To implement this function you need to make sure that Gurobi works in
R through the R package ROI
and ompr
. If you
have issues see below for optimization using the original Gurobi
model.
#' @return final_coef: coefficients of the policy;
#' @return policies: individual treatment assignments
opt4 <- NetworkTargeting(
Y = y, X = X[, c(1,2)], Z = X,
Z_int = X, D = D, W_0 = W_0, W_0_train = W_0,
cost = 0, method = 'MILP_sparse', maximum_time = 100,
focal_units = rep(1, length(y)),
params = list(numcores = 2,
## pass the solver used
solver = 'gurobi', verbose=F))
## Policies
policies4 <- PredictPolicies(opt4, X[, c(1,2)])
## Compute welfare associated with the policy
objective4 <- NetworkWelfare(
policies = policies4, Y = y, X = X[, c(1,2)], Z = X,
Z_int = X, D = D, W_0 = W_0, W_0_train = W_0)
print(objective4$welfare)
model_return = T
in the params list)We can be interested in optimizing the model exactly with a large network. In this case, we suggest to run the following commands.
model <- NetworkTargeting(
Y = y, X = X[, c(1,2)], Z = X,
Z_int = X, D = D, W_0 = W_0, W_0_train = W_0,
cost = 0, method = 'MILP', maximum_time = 100,
params = list(model_return = T, verbose = F))

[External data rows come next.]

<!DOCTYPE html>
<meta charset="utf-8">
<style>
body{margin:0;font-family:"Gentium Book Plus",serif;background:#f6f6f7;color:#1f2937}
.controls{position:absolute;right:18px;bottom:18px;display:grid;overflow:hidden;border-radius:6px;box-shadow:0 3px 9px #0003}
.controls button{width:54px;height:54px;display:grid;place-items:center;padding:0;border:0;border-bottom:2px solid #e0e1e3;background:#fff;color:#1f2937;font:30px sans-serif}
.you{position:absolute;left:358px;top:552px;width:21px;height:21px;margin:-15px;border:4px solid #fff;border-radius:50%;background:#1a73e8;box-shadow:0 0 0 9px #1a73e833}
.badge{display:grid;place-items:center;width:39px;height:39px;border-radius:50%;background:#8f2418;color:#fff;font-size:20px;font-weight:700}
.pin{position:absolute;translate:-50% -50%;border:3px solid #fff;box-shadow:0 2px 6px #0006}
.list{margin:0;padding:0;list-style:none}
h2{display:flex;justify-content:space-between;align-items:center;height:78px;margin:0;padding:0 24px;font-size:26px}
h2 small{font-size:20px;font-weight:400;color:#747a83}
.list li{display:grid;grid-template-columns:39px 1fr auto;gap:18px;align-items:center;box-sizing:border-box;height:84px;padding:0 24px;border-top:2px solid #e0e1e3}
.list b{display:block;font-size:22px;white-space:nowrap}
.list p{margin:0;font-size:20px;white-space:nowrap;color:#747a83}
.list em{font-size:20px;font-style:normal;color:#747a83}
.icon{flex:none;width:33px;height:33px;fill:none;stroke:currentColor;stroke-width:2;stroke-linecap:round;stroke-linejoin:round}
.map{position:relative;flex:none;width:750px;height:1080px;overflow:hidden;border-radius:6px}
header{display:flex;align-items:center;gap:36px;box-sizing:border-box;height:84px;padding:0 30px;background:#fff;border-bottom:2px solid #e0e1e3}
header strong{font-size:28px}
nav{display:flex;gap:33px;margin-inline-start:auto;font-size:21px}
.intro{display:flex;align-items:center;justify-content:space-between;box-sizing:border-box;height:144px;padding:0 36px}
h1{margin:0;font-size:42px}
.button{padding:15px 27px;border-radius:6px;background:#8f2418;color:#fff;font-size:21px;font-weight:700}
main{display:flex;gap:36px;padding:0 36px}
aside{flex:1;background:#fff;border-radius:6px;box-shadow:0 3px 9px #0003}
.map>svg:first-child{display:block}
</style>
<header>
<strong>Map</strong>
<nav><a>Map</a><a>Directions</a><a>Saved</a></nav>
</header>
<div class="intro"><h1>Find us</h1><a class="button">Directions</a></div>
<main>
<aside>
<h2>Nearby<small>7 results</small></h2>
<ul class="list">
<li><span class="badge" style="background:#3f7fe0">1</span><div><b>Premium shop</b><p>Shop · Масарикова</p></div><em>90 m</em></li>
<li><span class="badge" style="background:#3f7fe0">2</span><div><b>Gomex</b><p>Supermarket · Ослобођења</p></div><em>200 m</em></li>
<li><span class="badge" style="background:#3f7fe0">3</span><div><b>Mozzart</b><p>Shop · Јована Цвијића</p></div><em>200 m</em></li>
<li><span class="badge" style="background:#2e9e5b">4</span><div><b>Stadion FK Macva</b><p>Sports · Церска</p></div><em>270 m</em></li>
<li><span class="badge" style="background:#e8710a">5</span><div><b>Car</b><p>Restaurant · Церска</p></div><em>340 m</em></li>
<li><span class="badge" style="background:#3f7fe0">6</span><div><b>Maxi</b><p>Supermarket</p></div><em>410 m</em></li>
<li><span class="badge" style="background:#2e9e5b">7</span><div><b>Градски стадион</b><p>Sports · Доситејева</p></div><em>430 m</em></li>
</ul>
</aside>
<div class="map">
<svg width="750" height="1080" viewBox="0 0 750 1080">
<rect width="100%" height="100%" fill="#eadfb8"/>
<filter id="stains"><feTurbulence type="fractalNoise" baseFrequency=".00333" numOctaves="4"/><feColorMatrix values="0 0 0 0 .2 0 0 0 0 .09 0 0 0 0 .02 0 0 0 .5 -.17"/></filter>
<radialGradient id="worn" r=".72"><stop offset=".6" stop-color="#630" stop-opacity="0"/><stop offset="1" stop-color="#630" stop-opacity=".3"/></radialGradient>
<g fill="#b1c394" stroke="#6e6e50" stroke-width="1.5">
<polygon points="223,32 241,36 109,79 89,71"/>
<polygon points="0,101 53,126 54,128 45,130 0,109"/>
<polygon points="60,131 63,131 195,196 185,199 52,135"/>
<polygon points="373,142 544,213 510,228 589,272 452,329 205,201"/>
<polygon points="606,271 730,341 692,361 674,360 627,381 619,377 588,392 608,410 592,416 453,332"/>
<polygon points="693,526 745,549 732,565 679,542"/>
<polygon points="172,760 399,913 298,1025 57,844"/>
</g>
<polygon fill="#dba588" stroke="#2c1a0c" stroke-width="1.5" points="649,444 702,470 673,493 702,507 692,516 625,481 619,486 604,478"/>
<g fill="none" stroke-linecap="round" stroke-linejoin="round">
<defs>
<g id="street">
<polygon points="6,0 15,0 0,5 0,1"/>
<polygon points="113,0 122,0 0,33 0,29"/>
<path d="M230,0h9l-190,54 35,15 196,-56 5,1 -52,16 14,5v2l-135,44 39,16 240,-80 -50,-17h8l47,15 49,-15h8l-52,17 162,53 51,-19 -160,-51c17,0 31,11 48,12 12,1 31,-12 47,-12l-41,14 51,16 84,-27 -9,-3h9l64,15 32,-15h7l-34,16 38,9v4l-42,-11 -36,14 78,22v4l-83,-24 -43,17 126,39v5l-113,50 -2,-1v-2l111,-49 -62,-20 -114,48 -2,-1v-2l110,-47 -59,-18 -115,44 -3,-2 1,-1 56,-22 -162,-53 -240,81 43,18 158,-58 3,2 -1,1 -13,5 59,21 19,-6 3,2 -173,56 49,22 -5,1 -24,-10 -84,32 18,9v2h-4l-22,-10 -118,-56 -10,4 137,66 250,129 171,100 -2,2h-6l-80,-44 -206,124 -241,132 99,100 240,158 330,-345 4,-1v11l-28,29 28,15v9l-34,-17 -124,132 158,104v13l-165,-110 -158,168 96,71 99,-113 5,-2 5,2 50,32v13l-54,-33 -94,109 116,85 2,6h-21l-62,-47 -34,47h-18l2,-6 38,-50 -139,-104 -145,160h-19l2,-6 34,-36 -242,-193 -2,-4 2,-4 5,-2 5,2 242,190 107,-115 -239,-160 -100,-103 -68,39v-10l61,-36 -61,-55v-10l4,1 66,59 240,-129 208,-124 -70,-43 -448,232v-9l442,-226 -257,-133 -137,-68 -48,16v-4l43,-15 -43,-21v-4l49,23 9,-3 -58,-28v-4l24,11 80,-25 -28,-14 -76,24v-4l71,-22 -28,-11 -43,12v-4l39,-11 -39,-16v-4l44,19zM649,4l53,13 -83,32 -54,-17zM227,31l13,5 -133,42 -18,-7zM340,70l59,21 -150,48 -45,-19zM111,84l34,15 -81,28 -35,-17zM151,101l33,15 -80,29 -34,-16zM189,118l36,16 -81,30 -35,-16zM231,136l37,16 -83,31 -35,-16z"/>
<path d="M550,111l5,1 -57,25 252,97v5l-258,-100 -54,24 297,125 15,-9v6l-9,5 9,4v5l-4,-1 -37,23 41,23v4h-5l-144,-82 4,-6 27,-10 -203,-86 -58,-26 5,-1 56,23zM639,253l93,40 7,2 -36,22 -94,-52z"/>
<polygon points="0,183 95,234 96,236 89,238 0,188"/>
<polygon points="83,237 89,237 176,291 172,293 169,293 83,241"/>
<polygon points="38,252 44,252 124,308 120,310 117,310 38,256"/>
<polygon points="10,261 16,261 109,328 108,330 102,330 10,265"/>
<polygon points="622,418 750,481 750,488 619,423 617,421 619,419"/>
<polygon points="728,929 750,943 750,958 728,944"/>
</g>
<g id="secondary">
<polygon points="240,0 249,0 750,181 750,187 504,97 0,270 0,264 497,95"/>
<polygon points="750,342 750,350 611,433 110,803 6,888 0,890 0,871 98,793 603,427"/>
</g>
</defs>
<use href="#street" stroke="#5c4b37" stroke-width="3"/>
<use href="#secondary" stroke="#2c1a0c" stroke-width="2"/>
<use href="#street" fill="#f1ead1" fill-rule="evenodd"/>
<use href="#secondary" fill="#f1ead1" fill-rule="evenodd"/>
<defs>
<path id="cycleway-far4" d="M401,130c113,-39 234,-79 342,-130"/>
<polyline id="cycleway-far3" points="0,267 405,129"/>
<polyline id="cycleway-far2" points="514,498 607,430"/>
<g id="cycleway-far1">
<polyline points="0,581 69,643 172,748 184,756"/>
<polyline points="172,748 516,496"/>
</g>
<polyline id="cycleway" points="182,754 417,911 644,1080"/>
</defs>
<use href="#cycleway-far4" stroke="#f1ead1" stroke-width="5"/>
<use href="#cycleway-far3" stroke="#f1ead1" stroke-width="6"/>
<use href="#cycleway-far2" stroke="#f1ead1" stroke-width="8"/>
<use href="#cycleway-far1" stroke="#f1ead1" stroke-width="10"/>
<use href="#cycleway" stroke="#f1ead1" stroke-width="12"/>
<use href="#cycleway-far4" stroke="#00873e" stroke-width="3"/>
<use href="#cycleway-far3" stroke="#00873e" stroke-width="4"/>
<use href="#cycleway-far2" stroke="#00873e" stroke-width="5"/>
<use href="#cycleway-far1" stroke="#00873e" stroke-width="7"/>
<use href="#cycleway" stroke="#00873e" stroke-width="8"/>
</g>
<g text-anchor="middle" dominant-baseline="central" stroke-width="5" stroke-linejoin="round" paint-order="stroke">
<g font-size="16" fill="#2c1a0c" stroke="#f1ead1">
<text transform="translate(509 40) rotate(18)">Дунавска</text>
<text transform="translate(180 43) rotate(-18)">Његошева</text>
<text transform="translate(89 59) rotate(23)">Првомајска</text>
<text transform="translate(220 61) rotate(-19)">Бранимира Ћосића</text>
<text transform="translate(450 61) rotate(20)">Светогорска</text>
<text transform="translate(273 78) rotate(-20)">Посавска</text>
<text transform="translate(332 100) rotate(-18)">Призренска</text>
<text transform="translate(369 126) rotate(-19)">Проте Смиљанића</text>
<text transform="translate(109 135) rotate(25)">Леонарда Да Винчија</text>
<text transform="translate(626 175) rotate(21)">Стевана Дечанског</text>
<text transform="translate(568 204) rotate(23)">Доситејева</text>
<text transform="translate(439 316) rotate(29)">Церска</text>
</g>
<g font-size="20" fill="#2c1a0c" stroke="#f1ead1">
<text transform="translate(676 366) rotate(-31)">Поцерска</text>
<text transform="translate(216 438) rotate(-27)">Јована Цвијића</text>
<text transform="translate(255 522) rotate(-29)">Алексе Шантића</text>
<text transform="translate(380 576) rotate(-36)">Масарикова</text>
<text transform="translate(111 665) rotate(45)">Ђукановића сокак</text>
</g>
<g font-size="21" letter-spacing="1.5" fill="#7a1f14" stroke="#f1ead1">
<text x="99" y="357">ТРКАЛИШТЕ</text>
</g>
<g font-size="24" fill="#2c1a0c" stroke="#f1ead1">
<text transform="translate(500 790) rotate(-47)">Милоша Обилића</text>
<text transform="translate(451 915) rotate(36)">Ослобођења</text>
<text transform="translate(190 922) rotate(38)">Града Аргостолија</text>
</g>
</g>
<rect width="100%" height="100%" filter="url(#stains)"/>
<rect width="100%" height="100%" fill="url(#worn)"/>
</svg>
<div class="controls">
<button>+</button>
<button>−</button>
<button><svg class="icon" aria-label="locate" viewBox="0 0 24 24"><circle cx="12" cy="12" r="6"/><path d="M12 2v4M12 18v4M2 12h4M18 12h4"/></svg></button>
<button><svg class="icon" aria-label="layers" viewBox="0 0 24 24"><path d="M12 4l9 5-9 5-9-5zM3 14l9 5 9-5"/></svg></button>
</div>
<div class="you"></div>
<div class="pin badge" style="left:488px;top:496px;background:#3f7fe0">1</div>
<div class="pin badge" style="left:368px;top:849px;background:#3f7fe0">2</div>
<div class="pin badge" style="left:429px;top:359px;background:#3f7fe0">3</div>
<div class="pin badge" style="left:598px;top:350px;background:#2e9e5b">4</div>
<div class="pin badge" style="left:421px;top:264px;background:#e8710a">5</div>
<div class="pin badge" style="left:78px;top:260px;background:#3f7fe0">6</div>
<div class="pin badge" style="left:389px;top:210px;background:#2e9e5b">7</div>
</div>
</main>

## The function creates a Gurobi model. The model can be saved as follows:
## Uncomment line
# written_model <- gurobi_write(model, filename = './model.mps')
The above function saves a .mps
file. The file can now
be solved calling it from the shell of an external machine calling the
function with the shell script:
gurobi_cl InputFile=./MS.prm ResultFile=./model.sol ./model.mps
The file MS.prm
must contain the parameters. The default
.prm
can be found on the paper replication package
available on the author’s webpage dviviano.github.io/projects.